-- Opening Marker --

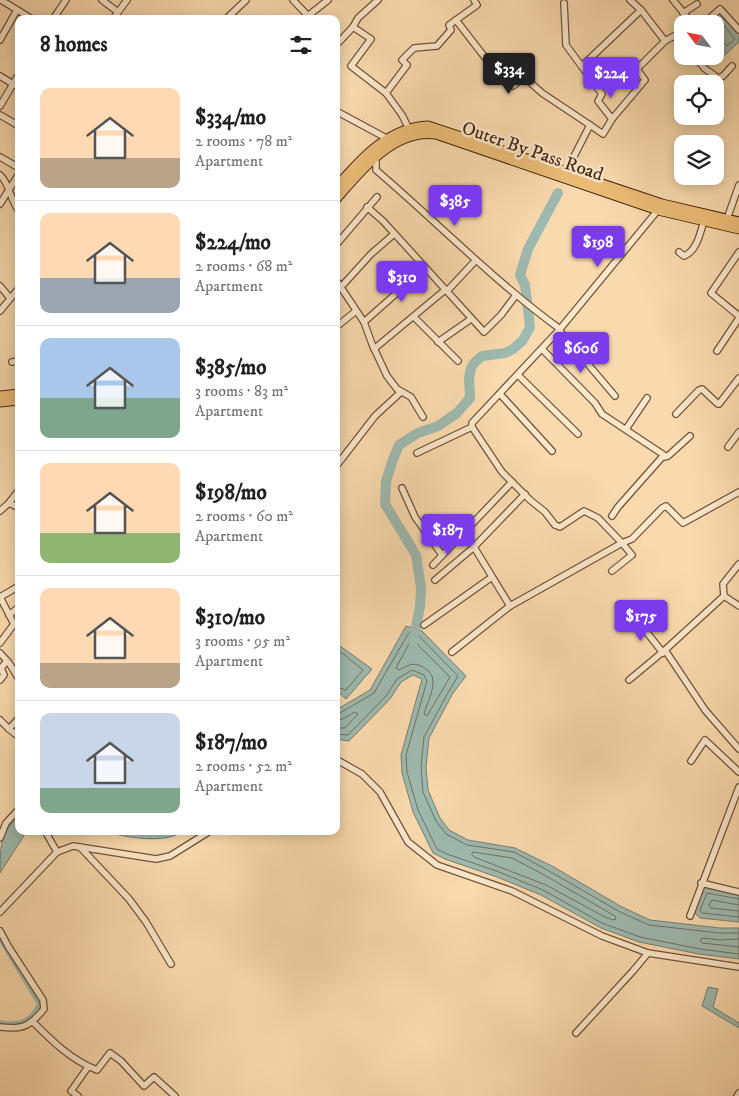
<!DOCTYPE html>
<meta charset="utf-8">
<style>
:root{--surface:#fff;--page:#f6f6f6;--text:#202124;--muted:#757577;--line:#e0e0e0;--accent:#7c3aed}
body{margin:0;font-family:"IM FELL DW Pica",serif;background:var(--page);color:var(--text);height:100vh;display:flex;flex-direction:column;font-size:19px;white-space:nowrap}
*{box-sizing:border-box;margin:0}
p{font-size:16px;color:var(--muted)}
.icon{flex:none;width:28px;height:28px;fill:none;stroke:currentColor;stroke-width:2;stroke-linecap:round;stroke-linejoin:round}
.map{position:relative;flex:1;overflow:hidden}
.sheet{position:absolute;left:15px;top:15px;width:325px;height:820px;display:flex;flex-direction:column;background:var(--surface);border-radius:10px;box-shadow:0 2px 12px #0003}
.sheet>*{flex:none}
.needle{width:32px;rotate:302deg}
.tools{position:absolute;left:674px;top:15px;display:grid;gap:10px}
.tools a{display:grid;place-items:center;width:50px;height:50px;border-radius:10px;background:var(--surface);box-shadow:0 2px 12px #0003;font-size:25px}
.price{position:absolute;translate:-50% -42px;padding:0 11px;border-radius:5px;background:var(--accent);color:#fff;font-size:16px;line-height:32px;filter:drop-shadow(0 1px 2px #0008)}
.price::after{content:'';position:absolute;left:50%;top:30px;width:15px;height:11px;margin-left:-8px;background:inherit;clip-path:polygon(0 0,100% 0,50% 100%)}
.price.active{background:#222;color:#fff}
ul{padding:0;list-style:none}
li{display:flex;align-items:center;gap:15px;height:125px;padding:0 25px}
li+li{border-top:1px solid var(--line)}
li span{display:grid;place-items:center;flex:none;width:140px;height:100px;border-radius:10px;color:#555}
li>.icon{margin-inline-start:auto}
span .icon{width:60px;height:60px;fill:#fffc;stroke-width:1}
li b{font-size:21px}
h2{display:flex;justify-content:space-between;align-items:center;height:60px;padding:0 25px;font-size:21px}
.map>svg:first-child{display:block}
.water{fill:#9ebab0;stroke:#7a7e70}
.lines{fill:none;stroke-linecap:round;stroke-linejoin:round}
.shore{stroke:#726f60;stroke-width:1}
.canal{stroke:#9ebab0;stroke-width:5.5}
.river{stroke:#9ebab0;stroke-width:10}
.street-casing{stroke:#725238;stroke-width:8}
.primary-casing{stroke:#452411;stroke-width:11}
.street{stroke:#fbe7ca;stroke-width:5.5}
.primary{stroke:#ecbd77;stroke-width:9}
.labels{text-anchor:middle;stroke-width:5;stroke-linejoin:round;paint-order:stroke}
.street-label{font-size:19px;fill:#452411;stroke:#fbe7ca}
</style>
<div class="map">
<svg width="739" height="1096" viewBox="0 0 739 1096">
<rect width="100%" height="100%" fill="#f9daae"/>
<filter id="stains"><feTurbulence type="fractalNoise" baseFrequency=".004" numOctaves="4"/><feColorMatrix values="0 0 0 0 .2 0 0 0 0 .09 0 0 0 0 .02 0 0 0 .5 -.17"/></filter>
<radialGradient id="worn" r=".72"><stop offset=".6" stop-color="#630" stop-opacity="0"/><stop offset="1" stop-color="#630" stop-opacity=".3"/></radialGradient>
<g class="water">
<polygon points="720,13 739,34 739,42 715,64 708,56 715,56 715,50 720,45 715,39 715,24 708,24"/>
<polygon points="406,626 422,631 466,676 453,693 429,738 426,767 428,790 440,818 449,830 468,840 515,848 552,866 622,907 650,920 720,928 739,928 739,959 699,954 639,942 601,928 541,895 497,877 445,859 433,853 413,812 402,773 401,755 422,679 413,675 401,682 390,699 349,741 336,739 336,710 370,690"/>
<polygon points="340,646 372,669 346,699 336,690 336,650"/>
<path d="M19,815V831H27L0,873C0,847 0,834 19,815Z"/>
<path d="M104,831H182C167,845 122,837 104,831Z"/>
<polygon points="703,886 739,894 739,922 700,918 694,912"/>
<polygon points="708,987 718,989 713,1007 739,1023 739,1028 702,1006"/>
</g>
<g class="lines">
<g class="shore">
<polyline points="715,24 721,22 735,39 727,46 720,38 715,36"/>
<path d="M413,640L450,677L427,716L424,714C429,696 443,676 421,666C412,662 407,666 399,670L396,668L410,642Z"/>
<polyline points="336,653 342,653 363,670 346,690 336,687"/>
<polyline points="336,714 340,713 374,693 408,634 410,633 419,636 458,676 449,691 424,737 421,767 423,792 436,821 446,834 467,845 514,852 549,871 620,912 649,925 719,933 739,933"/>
<polyline points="336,720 342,719 355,712 358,714 345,728 336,728"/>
<polyline points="336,734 348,735 386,696 397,679 412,670 424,675 427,681 406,755 407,772 418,810 437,849 447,854 499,872 543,890 602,923 640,937 700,949 739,954"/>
<polygon points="473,852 512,858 546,876 615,916 616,919 613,920 605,917 546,885 474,857 472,855"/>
<polyline points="739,899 707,893 700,910 702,913 739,917"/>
<polyline points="739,905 712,900 709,905 711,908 739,911"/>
<polyline points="739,939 720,940 703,938 700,940 702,943 739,947"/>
</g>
<path class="canal" d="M0,938L40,1004C31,1023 20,1026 0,1023"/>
<polyline class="river" points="413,642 420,606 421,588 416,555 385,504 386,482 392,462 399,445 418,433 438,426 457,413 470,398 469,378 471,368 475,362 482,356 505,353 513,349 523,340 530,327 525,285 520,275 528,249 558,193"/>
<g class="street-casing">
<g id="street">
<polyline points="1,0 32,19"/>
<polyline points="102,0 118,12"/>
<polyline points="293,0 311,19"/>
<polyline points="630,0 641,10 665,41"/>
<polyline points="673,0 692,23"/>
<polyline points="564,3 566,45 602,94 598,101 612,119 603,134 590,125 566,172"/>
<polyline points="683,13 697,4"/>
<polyline points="309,15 328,0"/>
<polyline points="53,19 66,0"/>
<polyline points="113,19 127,0"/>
<polyline points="226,19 246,0"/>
<polyline points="456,20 490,64 513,86 524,77 542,93 590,125"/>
<polyline points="703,24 720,9 739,30"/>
<polyline points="353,27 358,18 378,0"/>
<polyline points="0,40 17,10"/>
<polyline points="336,40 339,42 353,27 371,39 351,66 386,93 402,115 409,129"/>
<polyline points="694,56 704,68 718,78 723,76 732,66"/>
<polyline points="582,66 641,10"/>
<polyline points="0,76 13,84 19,74"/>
<polyline points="386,93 407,65 402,60 414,48 437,46 451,30 449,25 477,5 474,0"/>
<polyline points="0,106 13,84 19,87"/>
<polyline points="336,111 388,139"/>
<polyline points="0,115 19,126"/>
<polyline points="612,119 645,80 637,69 665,41 674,36 682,42"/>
<polyline points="0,157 19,168"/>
<path d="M376,157V170C438,223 494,281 560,329L658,210"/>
<path d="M0,175C10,184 10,200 19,211"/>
<polyline points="0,204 19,174"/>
<polyline points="367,207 383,221 484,332 501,315 516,295"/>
<polyline points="727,219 739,185"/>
<polyline points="336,245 377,197"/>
<path d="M679,252L684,256C697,251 700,233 704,221"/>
<polyline points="739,252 711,293 739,316"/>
<polyline points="336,280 364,322 372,344 387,376 397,389 411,397 423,417"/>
<polyline points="0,286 10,298"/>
<polyline points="341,287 371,254 394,234"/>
<polyline points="0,311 19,288"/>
<polyline points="414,317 458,361"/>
<polyline points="364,322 425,268"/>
<polyline points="336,327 356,311"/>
<polyline points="560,329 472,423 472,427 502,472 530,500 545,512 555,525 560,527 584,511 598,518 622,543 632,539 662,508 666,506 683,523 739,492"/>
<polyline points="559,330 615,396"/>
<polyline points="438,342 471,319"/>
<polyline points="374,349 445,290 448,290 476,260"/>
<polyline points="542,349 595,403 602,414 664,455 618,507 612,516"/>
<polyline points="717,351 739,318"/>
<polyline points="12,362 19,361"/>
<polyline points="518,375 578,434"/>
<polyline points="500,394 552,451"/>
<polyline points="676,414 699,390 702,389 718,404 719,404 739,378"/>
<polyline points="626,429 647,398"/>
<polyline points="728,447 739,432"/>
<polyline points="417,453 472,427"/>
<polyline points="664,457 668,456 690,436"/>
<polyline points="337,465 375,416 401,392"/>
<polyline points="402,488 415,517 442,555"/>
<polyline points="9,503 19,508"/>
<polyline points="0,511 9,503 19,490"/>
<polyline points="739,564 723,584 724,596 739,606"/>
<polyline points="433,565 512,482"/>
<polyline points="435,580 474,547"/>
<polyline points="0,597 14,624 0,643"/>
<polyline points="0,597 19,586"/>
<polyline points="510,606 622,543 632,555 612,571"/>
<polyline points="9,615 19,607"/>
<polyline points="633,619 645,630 663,653"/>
<polyline points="424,625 492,577"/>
<polyline points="665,650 705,710 739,749"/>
<polyline points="452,652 510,606 474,547 525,494"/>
<polyline points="0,653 9,663 19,679"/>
<polyline points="0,680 4,675 1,668 7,661"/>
<polyline points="629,680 665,650 724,596"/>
<polyline points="19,718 9,729 19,737"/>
<polyline points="0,720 9,729"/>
<polyline points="691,761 705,740 739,772"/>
<polyline points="336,762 339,761 362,774 380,792 408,842 437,865 512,891 602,936 648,953 739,967"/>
<polyline points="45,831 57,852"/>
<polyline points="0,838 6,823 19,809"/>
<polyline points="80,847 129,899 146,922 171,964"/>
<polyline points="701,883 739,892"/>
<polyline points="0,912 57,852 73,846 156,859 170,856 210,831"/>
<polyline points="690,916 739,787"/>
<path d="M0,931L8,946L43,1000L44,1009C30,1026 23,1030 0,1027"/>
<path d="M33,1022C52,1041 71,1060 97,1070L110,1053L121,1061L144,1086L154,1077L175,1096"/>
<polyline points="576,1033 633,971 648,953"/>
<polyline points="78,1096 71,1091 88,1067"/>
<polyline points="737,1096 739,1093"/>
</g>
</g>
<g class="primary-casing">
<g id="primary">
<path d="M336,188C360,160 389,127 428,126L662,204L739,222"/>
<path d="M336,199C360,171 394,128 436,134L658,210L739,229"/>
<polyline points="0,396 19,394"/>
<polyline points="0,402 19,400"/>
</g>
</g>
<use href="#street" class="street"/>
<use href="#primary" class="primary"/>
</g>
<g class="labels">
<g class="street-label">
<text transform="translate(533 150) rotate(19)" y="7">Outer By Pass Road</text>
</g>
</g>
<rect width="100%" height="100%" filter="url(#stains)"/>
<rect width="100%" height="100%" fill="url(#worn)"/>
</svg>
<div class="tools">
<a><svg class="needle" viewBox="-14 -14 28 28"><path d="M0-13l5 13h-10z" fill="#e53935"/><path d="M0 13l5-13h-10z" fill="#757577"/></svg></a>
<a><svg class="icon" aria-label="locate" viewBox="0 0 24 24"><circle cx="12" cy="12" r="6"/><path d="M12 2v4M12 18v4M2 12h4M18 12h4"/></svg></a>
<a><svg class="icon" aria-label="layers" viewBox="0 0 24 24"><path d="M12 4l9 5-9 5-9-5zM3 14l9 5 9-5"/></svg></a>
</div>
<b class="price active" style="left:509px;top:95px">$334</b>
<b class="price" style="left:611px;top:99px">$224</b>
<b class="price" style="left:455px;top:227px">$385</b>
<b class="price" style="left:598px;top:268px">$198</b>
<b class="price" style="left:402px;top:303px">$310</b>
<b class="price" style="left:581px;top:374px">$606</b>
<b class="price" style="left:448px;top:556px">$187</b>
<b class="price" style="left:641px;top:642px">$175</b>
<section class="sheet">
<h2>8 homes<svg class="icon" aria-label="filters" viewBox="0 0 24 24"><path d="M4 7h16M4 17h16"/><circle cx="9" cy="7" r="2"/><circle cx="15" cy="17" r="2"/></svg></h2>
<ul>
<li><span style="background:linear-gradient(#ffd9b3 70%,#b9a48a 0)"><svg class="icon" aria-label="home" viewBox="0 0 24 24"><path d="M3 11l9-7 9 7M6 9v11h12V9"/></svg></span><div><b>$334/mo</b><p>2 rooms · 78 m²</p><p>Apartment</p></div></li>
<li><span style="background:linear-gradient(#ffd9b3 65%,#9aa5b1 0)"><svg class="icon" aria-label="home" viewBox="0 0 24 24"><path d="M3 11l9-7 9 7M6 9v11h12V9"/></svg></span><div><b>$224/mo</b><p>2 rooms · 68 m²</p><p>Apartment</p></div></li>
<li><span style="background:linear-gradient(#a9c7e8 60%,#7fa58c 0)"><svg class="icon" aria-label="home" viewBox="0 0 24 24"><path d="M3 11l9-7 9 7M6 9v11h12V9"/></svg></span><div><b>$385/mo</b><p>3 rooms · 83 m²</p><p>Apartment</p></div></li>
<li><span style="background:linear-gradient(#ffd9b3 70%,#8fb573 0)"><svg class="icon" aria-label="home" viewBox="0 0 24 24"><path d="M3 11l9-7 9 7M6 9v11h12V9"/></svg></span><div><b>$198/mo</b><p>2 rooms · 60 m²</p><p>Apartment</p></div></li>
<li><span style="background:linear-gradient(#ffd9b3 75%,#b9a48a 0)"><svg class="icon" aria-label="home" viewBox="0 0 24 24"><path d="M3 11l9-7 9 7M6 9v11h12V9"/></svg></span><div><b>$310/mo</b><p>3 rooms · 95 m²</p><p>Apartment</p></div></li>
<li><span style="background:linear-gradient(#c9d6e8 75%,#7fa58c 0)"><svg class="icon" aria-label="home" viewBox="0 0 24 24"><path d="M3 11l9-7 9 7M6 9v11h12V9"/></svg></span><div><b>$187/mo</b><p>2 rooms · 52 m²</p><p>Apartment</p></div></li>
</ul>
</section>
</div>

-- Closing Marker --

» **What to produce**
Work out how many lines in the entries above include the word "tools". Respond with only the number.

» **Response to this exercise**
3